Construct a generic discrete distribution in Distributions.jl?

This may be a silly question. But what is the easies/most “julian” way to construct a generic discrete distribution type given a vector of outcomes and a vector of probabilities of the same length?

It seems a workaround is to leverage the fact that Uniform(x, x+eps(x)) is basically equal to x for any floating-point x. Then, a MixtureModel model can be constructed to “approximate” the discrete distribution by assuming each component is of form Uniform(x, x+eps(x)).

This is clearly a hack and is not the most performant way. Is there a plan to add such a distribution type to Distributions.jl or is there a convenient way to do it?

I think a pull request to implement such a distribution would be well-received.

I’d use the DiscreteUniform distribution as a workaround instead of the Uniform hack.

Isn’t the Categorical distribution from Distributions almost what you want here? It takes a custom probability vector but it doesn’t allow custom outcomes.

1 Like

Isn’t the Categorical distribution from Distributions almost what you want here?

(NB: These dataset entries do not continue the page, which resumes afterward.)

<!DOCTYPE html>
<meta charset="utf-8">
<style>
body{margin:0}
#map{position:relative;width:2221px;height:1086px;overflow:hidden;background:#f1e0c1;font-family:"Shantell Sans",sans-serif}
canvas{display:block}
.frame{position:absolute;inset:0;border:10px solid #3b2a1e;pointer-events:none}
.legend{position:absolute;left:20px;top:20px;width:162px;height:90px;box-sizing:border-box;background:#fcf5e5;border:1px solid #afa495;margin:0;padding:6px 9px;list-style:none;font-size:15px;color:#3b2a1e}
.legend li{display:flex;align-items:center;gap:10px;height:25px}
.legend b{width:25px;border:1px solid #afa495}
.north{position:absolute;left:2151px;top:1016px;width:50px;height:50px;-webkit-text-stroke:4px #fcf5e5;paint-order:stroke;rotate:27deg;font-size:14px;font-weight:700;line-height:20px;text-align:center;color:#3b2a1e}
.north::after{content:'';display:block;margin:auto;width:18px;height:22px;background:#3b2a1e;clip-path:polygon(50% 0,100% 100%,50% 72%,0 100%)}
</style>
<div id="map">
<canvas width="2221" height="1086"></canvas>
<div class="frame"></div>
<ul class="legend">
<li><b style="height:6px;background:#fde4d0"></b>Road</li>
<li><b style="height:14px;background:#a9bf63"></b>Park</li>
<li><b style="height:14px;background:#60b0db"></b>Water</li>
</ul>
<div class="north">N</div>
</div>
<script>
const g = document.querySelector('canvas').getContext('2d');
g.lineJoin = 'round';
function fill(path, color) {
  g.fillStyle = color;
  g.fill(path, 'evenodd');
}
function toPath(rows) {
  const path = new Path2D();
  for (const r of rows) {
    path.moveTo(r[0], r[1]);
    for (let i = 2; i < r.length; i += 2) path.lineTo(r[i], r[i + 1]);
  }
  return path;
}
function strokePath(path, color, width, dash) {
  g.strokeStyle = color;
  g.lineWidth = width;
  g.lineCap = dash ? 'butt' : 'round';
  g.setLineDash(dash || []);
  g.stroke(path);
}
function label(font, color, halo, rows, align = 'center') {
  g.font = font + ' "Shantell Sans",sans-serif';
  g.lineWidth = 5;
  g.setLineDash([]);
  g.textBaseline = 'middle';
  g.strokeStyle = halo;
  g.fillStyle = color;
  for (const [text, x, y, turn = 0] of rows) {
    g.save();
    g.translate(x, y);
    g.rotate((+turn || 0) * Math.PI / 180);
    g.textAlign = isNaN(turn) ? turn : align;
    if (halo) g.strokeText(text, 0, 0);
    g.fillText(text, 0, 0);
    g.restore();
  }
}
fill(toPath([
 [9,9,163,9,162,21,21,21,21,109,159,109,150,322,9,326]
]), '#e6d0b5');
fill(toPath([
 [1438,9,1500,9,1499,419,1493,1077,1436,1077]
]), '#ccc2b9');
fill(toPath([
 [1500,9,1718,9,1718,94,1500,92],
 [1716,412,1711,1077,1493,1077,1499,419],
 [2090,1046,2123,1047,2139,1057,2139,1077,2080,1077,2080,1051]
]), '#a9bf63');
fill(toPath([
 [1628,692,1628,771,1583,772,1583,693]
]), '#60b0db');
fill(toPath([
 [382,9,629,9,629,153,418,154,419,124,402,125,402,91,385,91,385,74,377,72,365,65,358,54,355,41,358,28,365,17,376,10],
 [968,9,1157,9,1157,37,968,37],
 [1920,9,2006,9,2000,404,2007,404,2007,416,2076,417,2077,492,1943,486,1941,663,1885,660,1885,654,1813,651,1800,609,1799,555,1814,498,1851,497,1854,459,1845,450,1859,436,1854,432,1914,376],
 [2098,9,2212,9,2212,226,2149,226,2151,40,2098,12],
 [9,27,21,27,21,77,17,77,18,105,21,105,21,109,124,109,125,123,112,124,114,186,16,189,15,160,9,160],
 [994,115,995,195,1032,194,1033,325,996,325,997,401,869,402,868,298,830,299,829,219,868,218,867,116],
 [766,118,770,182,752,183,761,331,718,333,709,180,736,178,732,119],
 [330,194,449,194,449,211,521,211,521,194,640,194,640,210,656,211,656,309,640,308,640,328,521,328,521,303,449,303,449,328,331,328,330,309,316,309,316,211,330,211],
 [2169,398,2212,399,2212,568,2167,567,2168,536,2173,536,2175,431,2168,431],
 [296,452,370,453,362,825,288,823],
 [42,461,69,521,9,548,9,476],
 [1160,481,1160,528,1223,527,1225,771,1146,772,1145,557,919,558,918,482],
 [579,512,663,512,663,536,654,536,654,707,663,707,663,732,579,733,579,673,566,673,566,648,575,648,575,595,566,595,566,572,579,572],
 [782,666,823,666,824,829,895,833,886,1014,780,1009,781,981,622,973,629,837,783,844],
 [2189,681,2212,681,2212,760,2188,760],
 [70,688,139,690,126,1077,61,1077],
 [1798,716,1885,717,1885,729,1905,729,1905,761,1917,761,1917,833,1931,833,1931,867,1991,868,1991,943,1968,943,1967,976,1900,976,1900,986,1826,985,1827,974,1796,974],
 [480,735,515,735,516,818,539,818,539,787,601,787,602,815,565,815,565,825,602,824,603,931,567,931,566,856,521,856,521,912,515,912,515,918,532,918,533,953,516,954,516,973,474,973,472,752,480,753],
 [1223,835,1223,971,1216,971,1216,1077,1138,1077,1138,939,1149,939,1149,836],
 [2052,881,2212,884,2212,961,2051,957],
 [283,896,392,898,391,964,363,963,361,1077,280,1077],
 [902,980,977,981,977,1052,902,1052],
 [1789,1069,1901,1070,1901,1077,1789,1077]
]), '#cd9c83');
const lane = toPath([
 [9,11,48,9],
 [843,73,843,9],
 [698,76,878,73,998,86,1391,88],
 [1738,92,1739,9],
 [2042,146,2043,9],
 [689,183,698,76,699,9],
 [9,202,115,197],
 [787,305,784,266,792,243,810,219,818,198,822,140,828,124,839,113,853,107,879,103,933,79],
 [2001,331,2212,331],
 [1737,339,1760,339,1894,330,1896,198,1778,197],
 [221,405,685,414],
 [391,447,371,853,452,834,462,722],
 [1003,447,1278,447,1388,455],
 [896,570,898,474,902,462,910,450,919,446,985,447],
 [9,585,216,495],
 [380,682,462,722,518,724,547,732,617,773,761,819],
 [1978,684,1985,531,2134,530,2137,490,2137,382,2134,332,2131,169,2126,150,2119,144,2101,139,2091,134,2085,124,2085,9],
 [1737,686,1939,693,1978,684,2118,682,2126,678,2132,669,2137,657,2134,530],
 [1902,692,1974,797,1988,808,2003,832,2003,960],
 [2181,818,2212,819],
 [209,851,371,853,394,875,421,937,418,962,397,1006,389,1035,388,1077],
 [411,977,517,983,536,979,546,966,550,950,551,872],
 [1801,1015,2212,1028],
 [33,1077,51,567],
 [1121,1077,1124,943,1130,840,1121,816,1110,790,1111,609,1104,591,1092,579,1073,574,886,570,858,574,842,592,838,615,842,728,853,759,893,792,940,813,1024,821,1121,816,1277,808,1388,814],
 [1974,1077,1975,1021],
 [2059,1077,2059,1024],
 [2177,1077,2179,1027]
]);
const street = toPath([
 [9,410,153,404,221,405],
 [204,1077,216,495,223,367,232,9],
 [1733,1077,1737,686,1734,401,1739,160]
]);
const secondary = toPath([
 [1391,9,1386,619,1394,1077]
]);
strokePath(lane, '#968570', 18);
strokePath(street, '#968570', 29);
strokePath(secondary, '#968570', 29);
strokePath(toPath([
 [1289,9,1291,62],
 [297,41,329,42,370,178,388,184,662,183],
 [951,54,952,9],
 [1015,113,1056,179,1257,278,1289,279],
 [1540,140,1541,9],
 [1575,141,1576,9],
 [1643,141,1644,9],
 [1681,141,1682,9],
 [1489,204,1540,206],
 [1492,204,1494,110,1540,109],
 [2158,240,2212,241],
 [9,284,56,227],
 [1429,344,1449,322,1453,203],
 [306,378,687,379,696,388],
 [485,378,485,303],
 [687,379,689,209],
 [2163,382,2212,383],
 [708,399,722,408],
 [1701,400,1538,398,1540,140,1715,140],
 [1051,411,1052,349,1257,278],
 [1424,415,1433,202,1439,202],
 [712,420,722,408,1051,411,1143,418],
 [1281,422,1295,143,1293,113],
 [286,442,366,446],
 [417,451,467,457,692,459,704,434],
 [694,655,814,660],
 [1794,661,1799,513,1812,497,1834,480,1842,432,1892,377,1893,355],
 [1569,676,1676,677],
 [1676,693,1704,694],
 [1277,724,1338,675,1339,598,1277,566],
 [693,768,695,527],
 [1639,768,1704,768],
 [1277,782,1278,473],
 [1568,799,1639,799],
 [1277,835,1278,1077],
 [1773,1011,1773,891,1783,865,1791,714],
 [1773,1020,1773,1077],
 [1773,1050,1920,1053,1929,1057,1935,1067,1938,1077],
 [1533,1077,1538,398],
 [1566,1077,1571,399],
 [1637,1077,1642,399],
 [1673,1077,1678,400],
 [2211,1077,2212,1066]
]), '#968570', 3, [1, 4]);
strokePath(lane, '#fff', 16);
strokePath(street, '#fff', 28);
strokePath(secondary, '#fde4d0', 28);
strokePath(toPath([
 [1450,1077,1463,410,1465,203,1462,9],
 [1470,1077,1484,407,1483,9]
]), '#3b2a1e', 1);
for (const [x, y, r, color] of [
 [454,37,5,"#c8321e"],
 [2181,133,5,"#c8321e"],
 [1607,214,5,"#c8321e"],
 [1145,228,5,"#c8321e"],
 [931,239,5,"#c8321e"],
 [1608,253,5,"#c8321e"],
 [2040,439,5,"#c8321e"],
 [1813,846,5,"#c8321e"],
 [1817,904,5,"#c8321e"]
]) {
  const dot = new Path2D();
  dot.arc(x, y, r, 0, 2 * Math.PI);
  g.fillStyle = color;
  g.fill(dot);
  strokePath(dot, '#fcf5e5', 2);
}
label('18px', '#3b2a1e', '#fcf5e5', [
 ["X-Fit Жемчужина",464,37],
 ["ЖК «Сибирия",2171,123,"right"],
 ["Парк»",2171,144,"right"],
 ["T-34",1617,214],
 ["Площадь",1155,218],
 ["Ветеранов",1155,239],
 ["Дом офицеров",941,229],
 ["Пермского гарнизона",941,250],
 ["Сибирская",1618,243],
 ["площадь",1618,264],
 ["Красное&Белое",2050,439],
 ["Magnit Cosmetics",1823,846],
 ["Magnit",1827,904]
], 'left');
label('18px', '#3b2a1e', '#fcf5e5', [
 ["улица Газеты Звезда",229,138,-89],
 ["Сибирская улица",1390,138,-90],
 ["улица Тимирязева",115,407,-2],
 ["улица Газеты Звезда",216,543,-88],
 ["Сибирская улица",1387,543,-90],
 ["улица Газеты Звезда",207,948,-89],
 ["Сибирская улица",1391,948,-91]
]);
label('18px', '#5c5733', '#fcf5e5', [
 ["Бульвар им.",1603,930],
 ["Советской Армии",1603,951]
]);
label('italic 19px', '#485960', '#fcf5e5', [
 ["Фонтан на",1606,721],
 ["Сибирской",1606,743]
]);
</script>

Yeah, I was wrong to suggest DiscreteUniform – it doesn’t allow custom probability vectors.

It’s this issue. I adapted the Categorical code, but I didn’t make a PR out of it:

""" Provides AnyCategoricals, which is just like Distributions.Categorical, but
can have an arbitrary domain (aka support).  """
module AnyCategoricals

export AnyCategorical

importall Distributions
using Distributions: NoArgCheck, @check_args

doc"""
    AnyCategorical(support, p)
A *AnyCategorical distribution* is parameterized by a probability vector `p` over a support vector `support` of the same length.
$P(X = k) = p[k]  \quad \text{for } k = 1, 2, \ldots, K.$

`p` must be a real vector, of which all components are nonnegative and sum to one.
**Note:** The input vector `p` is directly used as a field of the constructed distribution, without being copied.
External links:
* [Categorical distribution on Wikipedia](http://en.wikipedia.org/wiki/Categorical_distribution)
"""
immutable AnyCategorical{U, T<:Real} <: DiscreteUnivariateDistribution
    support::Vector{U}
    p::Vector{T}

    AnyCategorical(support::Vector{U}, p::Vector{T}, ::NoArgCheck) =
        new(support, p)

    function AnyCategorical(support::Vector{U}, p::Vector{T})
        @assert isprobvec(p) "The given vector $p must sum to 1"
        @assert length(support) == length(p) "$support and $p must have the same length"
        @assert length(unique(support)) == length(support) "Duplicates in `support`"
        new(support, p)
    end
end
AnyCategorical{U, T}(support::Vector{U}, p::Vector{T}) = 
    AnyCategorical{U, T}(support, p)

AnyCategorical{K, V}(di::Associative{K, V}) =
    AnyCategorical{K, V}(collect(keys(di)), collect(values(di)))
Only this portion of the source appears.